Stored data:
◇ ◇ ◇ ◇ ◇
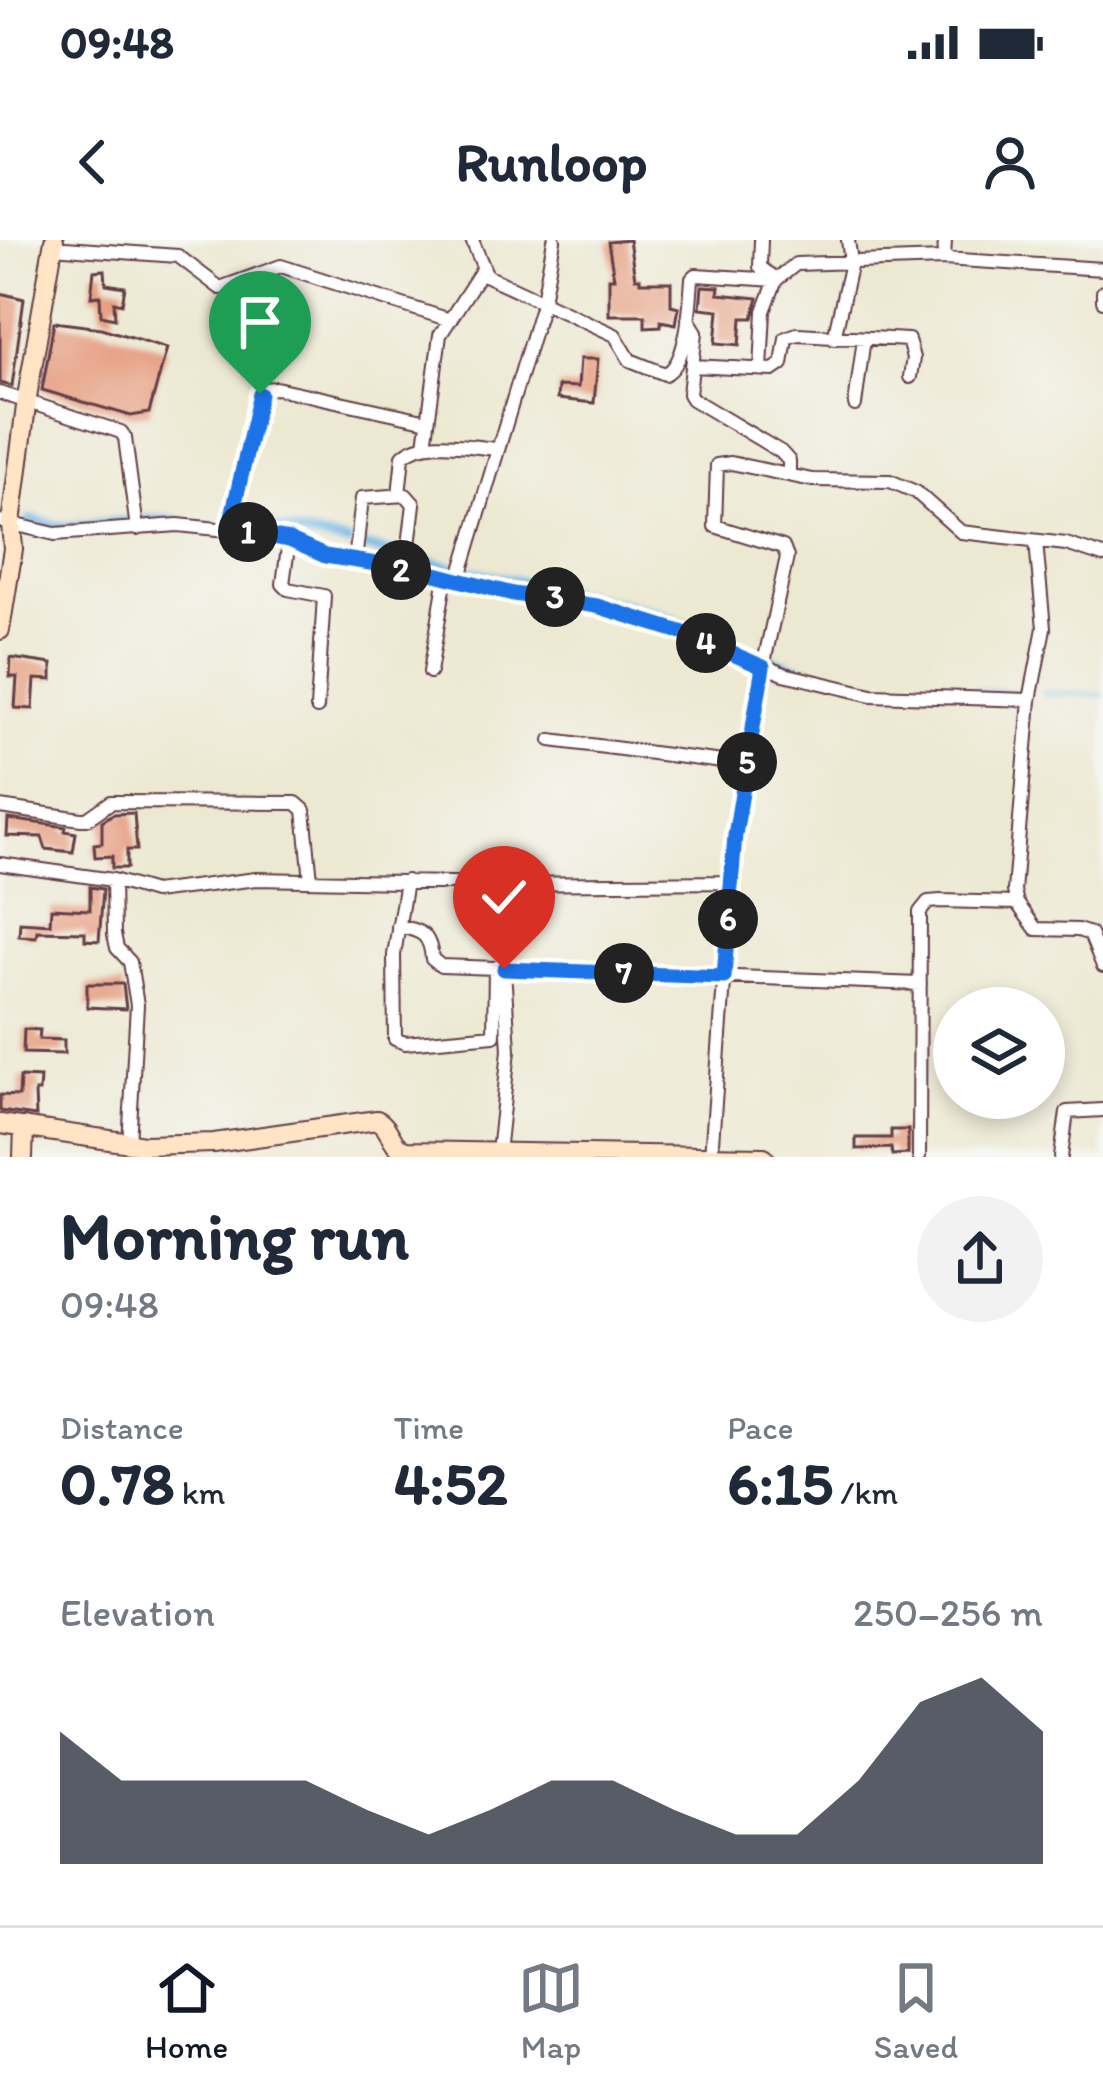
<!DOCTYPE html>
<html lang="en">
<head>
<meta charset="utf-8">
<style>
  body { margin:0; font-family:Itim,sans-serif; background:#f2f2f3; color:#1f2937; height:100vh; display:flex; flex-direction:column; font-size:45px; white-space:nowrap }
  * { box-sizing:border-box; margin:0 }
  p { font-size:39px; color:#747a83 }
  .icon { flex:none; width:66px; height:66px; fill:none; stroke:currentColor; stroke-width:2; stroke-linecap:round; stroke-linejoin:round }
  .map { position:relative; height:917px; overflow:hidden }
  .side { display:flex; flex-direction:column; background:#fff; flex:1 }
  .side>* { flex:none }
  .buttons { position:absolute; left:933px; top:747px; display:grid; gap:24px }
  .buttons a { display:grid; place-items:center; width:132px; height:132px; border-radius:50%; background:#fff; box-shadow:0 6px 18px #0003; font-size:60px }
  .pin { position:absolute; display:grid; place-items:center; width:102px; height:102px; color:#fff; margin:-123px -51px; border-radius:50% 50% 50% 0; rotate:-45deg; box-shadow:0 0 12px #0007 }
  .pin .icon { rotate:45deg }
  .km { position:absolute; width:60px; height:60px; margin:-30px; border-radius:50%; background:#222; color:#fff; font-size:33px; line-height:60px; text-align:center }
  .round { display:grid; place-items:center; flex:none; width:126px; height:126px; border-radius:63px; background:#f2f2f3 }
  .head { display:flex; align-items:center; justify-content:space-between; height:204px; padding:0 60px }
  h1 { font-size:66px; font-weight:700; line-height:90px }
  .metrics { display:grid; grid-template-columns:repeat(3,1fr); gap:18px; height:204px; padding:12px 60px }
  .metrics div { display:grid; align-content:center }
  .metrics b { font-size:60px; font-weight:700 }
  .metrics small { font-size:33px; font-weight:400 }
  .metrics p { font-size:33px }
  .chart { height:336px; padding:24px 60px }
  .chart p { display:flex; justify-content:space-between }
  .chart svg { width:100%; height:216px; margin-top:12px; fill:#111827; opacity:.7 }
  .status { display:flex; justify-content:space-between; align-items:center; height:84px; padding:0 60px; background:#fff; direction:ltr }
  .status svg { height:33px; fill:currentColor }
  header { display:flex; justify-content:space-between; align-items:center; height:156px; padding:0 60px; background:#fff; font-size:54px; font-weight:700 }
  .menu { display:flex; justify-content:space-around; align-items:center; height:168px; border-top:3px solid #e0e1e3; background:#fff; font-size:33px; color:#747a83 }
  .menu a { display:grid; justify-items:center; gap:6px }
  .menu .selected { color:#111827 }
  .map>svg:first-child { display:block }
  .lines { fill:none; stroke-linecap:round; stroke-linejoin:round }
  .stream { stroke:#6db7e5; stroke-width:3 }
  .canal { stroke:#6db7e5; stroke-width:10 }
  .building { fill:#e59576 }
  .street-casing { stroke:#623d44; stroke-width:16 }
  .secondary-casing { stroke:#623d44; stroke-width:22 }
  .street { stroke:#fff; stroke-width:12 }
  .secondary { stroke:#ffe4c6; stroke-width:18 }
  .route-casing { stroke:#fff; stroke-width:24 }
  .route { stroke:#1a73e8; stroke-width:15 }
</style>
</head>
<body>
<div class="status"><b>09:48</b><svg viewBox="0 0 49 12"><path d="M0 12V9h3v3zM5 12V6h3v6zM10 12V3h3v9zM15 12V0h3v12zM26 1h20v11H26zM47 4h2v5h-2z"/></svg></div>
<header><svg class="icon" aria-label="back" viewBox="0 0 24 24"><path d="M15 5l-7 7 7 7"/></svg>Runloop<svg class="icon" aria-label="person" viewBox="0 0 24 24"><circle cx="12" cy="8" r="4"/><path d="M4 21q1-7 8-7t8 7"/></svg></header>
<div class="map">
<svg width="1103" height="917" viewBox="0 0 1103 917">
  <rect width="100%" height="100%" fill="#f6f6f2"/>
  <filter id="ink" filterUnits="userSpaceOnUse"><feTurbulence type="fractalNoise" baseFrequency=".00833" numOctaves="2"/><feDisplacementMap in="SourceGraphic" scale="24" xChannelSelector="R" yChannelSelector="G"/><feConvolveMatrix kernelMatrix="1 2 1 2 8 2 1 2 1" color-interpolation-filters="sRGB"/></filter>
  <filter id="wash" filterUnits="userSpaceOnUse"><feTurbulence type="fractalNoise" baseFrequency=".004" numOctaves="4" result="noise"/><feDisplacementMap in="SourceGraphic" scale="48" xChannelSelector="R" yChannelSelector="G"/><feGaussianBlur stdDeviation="2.7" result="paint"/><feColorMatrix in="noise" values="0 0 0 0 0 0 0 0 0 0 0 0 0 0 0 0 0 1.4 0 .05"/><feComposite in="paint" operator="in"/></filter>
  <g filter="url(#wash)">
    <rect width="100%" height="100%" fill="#ece8d1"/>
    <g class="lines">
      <path class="stream" d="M805,431L868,442
        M925,448L1027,452
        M1042,453L1103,455"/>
      <path class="canal" d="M145,279L177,281
        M30,280L65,287L127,281
        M260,287L348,303
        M365,307L399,315
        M416,319L453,328
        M470,331L650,370L757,414
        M773,420L805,431"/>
    </g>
    <g id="blocks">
      <path class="building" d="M629,0L635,38H640V42H671V65L679,67L676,84L661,81V86L645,87V75H609V38H614L608,2Z
        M105,30L106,44L125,47L122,64L114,62L115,78L101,75L100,56L91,57L94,31Z
        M702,46L719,47L718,54L758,58L753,78H742L740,105L716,103L719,70L700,68Z
        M0,53L24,59L12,146L0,143Z
        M54,82L101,88L167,108L149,173L131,176L42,150Z
        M580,119H598L594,163L557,159L558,146L578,147Z
        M11,418L52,424V440L35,439L33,469L15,468L17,437H10Z
        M134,573L137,610H127V628H112V616L95,617L94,604L102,603V581L113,574Z
        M8,579L66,587L65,591L76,593L73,612L46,609L42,597L7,596Z
        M90,647L103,649L99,701L85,700V692L37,691L36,697L19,696L20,682L50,684L51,668L90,670Z
        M87,744H123L126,769L87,767Z
        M24,789L40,790L39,799L64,800V814L23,813Z
        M20,837L40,838L39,852H35L36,876L0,871V855L19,856Z
        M891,890H908V914L892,915L891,908L856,909V898H891Z"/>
    </g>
  </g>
  <g filter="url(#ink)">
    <use href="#blocks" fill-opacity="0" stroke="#623d44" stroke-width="3"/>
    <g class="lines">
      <g class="street-casing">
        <path id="street" d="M472,0L487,36L615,95L630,120L665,134C688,124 690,64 692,39L696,35L776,40L796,24L944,19L1103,29
          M51,7L178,16L220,48L281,26L447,79
          M944,19L945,0
          M1103,52V61
          M688,79L696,92L689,154L692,159L781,212L789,221V235
          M834,98L851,22L848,0
          M692,126L773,130L782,124L786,98L797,94L908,100L913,118L910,137
          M761,129L764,71L776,40L760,27L761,0
          M0,153L121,192L125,198L137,289
          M855,165L864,98
          M425,205L440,95L482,30
          M399,255L403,216C424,196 469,207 497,209
          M0,281L55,294L178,285L268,294L325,316L428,332L513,354L597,366L687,395L784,434L872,455L1030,460L1044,388L1036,302
          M229,289L263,149L276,148L428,181
          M289,300L283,344L288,349L324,356L317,468
          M355,322L362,258L406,255L414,264L406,330
          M459,340L543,60L554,0
          M430,432L446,336
          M1030,460L1014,651L1017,663L1036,689L1078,690L1090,694L1103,726
          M551,500L746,525
          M0,567L81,579H87L111,562L296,563L304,570L311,640
          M0,624L113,640L154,652L256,639L500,644L731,642
          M113,640L114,694L117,708L130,722L137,765L129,904
          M406,641L394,715L395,799L405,803L494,795L495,729
          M398,686C422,691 430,694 432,719L441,726L920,744
          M498,913L509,810L504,729
          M711,916L735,595L763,427L787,317L783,307L715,286L717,225L731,223L812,240L890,241L916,252L961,292L1066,304L1103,316
          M919,917L920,672L928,662L941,661L1017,663
          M1061,917L1067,872L1103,870"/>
      </g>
      <g class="secondary-casing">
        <path id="secondary" d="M0,390L13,309L11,283L28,151L54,0
          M0,884L144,905L214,903L377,880C391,887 390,906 406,911L764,917
          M23,917L24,887"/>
      </g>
      <use href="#street" class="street"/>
      <use href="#secondary" class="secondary"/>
    </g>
  </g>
  <g class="lines" filter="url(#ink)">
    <g class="route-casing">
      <path id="route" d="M260,154L229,289L289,300L325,316L428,332L513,354L597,366L687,394L763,427L735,595L724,737L504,729"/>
    </g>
    <use href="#route" class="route"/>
  </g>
</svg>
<div class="buttons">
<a><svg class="icon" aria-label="layers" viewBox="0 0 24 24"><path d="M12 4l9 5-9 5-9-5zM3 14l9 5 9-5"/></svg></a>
</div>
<div class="pin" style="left:260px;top:154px;background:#1e9e55"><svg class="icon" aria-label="arrive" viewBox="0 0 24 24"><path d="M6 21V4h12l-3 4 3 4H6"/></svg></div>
<div class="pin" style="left:504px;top:729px;background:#d93025"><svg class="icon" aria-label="check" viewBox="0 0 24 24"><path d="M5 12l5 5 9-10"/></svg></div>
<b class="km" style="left:248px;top:292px">1</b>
<b class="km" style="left:401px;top:330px">2</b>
<b class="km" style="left:555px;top:357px">3</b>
<b class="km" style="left:706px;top:403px">4</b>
<b class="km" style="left:747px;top:522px">5</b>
<b class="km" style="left:728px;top:679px">6</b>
<b class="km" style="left:624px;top:733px">7</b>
</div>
<section class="side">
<div class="head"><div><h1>Morning run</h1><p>09:48</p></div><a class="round"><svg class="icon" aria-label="share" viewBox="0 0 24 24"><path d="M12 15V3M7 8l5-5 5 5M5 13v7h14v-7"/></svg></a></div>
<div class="metrics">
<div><p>Distance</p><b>0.78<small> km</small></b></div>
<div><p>Time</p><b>4:52</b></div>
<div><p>Pace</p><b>6:15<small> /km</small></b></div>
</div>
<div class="chart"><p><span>Elevation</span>250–256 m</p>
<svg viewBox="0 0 160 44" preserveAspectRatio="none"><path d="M0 44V17L10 27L20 27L30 27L40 27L50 33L60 38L70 33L80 27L90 27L100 33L110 38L120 38L130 27L140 11L150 6L160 17V44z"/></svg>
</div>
</section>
<nav class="menu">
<a class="selected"><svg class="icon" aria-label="home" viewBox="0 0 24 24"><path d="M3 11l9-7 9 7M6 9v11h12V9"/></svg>Home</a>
<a><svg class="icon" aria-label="map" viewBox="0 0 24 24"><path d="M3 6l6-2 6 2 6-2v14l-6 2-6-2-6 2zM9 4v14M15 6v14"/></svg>Map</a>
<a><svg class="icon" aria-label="saved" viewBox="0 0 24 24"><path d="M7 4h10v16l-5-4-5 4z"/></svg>Saved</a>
</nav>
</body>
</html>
◇ ◇ ◇ ◇ ◇
**What the task asks:** Take each line above that holds the string "xChannelSelector" and copy it.

**Solution to the exercise:**
  <filter id="ink" filterUnits="userSpaceOnUse"><feTurbulence type="fractalNoise" baseFrequency=".00833" numOctaves="2"/><feDisplacementMap in="SourceGraphic" scale="24" xChannelSelector="R" yChannelSelector="G"/><feConvolveMatrix kernelMatrix="1 2 1 2 8 2 1 2 1" color-interpolation-filters="sRGB"/></filter>
  <filter id="wash" filterUnits="userSpaceOnUse"><feTurbulence type="fractalNoise" baseFrequency=".004" numOctaves="4" result="noise"/><feDisplacementMap in="SourceGraphic" scale="48" xChannelSelector="R" yChannelSelector="G"/><feGaussianBlur stdDeviation="2.7" result="paint"/><feColorMatrix in="noise" values="0 0 0 0 0 0 0 0 0 0 0 0 0 0 0 0 0 1.4 0 .05"/><feComposite in="paint" operator="in"/></filter>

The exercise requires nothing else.